I get ideas from exhibitions, books, music or conversations, and often sketch out some ideas until I fall in love with something that I want to make into a drawing, print or zine. When I’m ready to begin the final piece, I make a rough sketch, refine it a little, and then ink over the top. If I’m risographing it, I’ll usually just draw the line work and then add layers of colour in photoshop, before churning it through the riso.




What does a typical day look like for you?

I usually wake up, sneak around the room in the dark so I don’t wake up the boyf, feed Fritz the cat, have some toast, hop on my bike to the studio, put on a pot of tea and fire up the computer. If I’m not feeling very inspired, I’ll organise online orders or answer emails, then I’ll usually do drawing in the middle of the day, and then risograph printing at the end of the day if I have printing to do. I do so many different projects so every day is different. Afterwards I’ll either head home to hang out with Fritz or go to an exhibition or gig.

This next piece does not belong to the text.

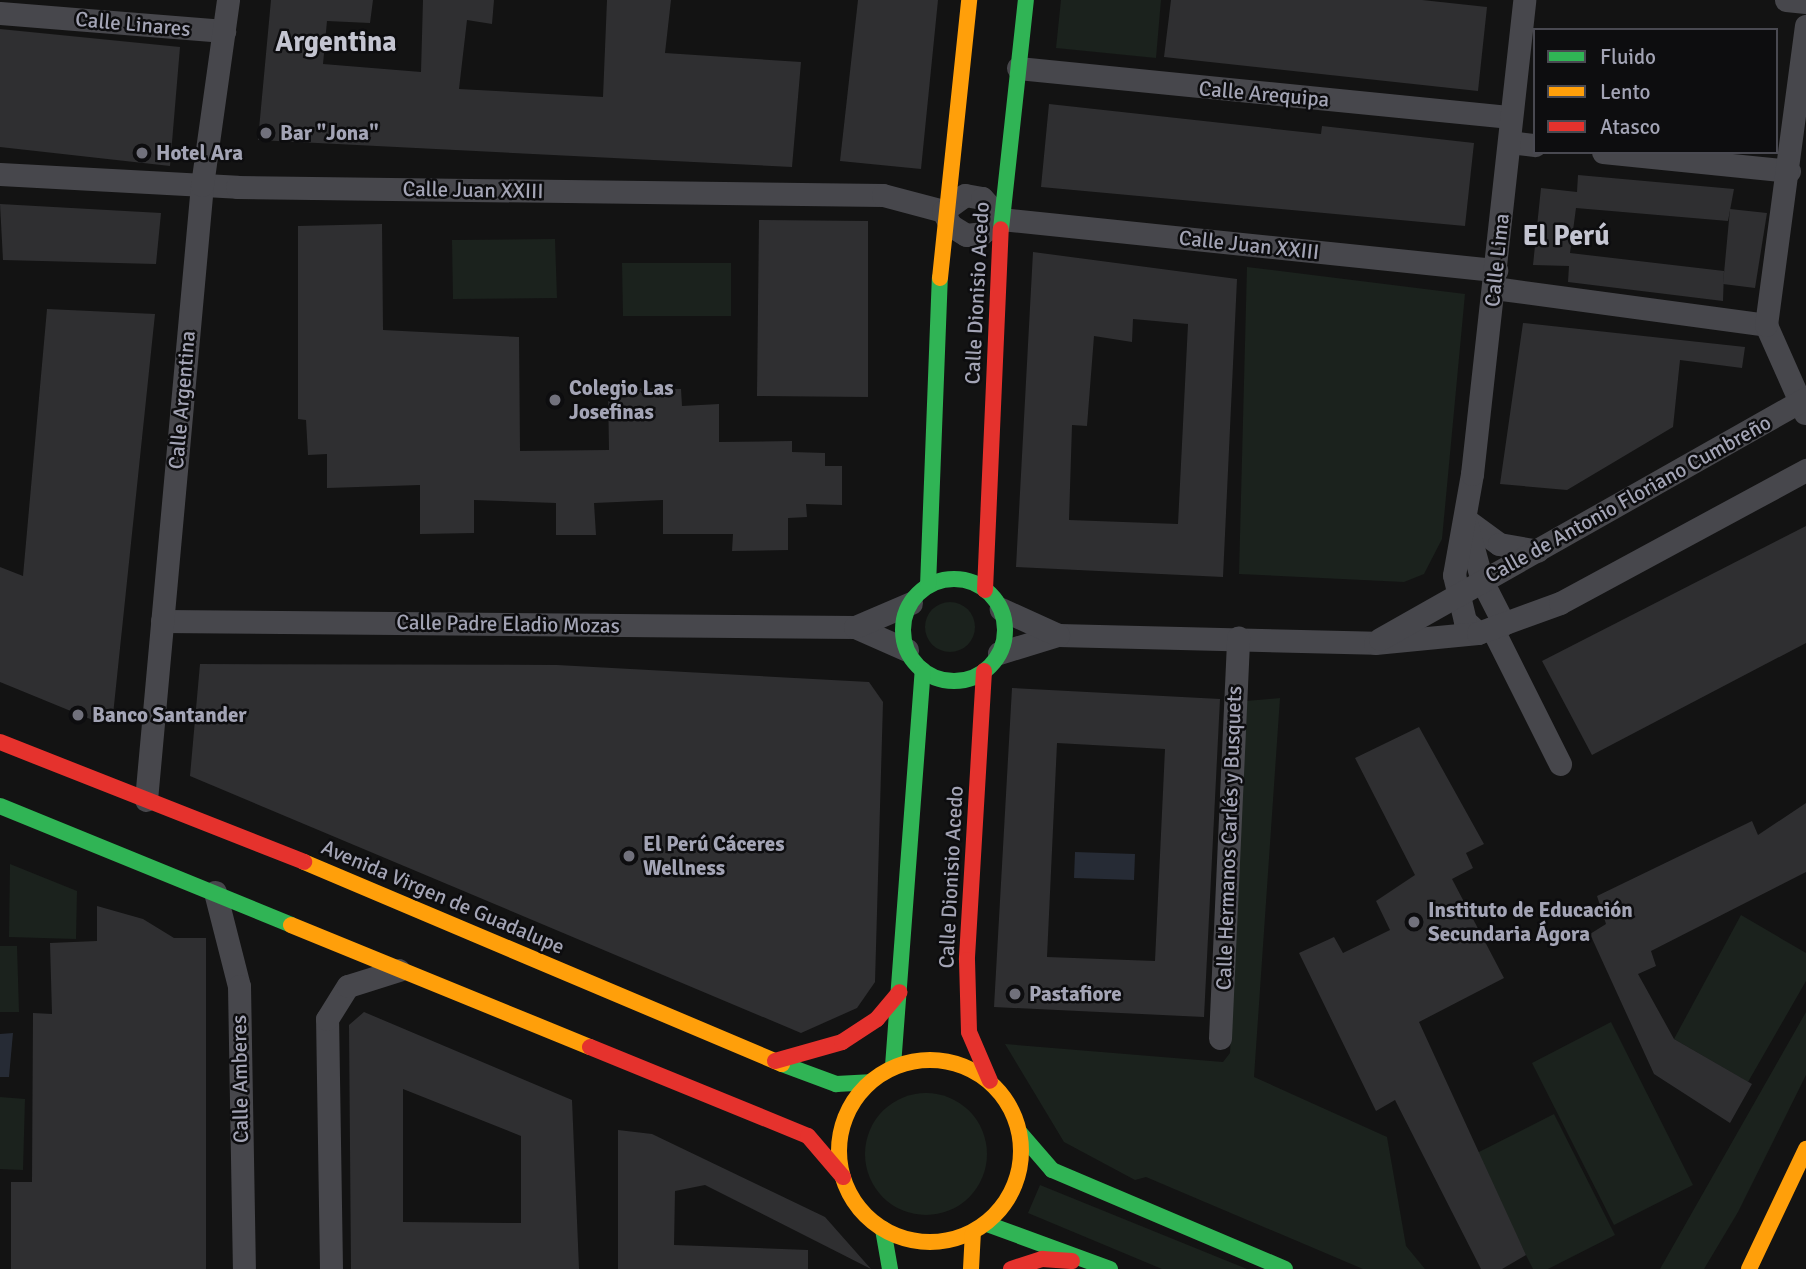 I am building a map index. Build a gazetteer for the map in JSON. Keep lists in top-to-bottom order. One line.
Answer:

What do you draw inspiration from? 

For over a year now I’ve been really inspired by space – I find it endlessly fascinating. I’ve also drawn a lot of inspiration from my trip to Japan last year, friends’ art, exhibitions, sci-fi books and films, and nature.




What are you reading at the moment? 

Men Like Gods by H.G. Wells. 

If we rummaged through your grocery bag, what would we find?

Pasta, pesto, zooper doopers, bread, broccoli, pumpkin. 

Can you tell us the first thing that pops into your mind when we mention the word … 

Weekends ... Halloumi for breakfast
People ... Sometimes
Pause ... Record player
Sound ... B-52s
Smell ... Tea
Place ... Tokyo
Texture ... Corduroy
Ritual ... Risograph
Colour ... Rainbow 

 

What's one thing you can't live without at the moment? 

Halloumi.

What are your words of wisdom?

Worry less about what others think and just keep making what you love! Eventually everyone else will realise you rule.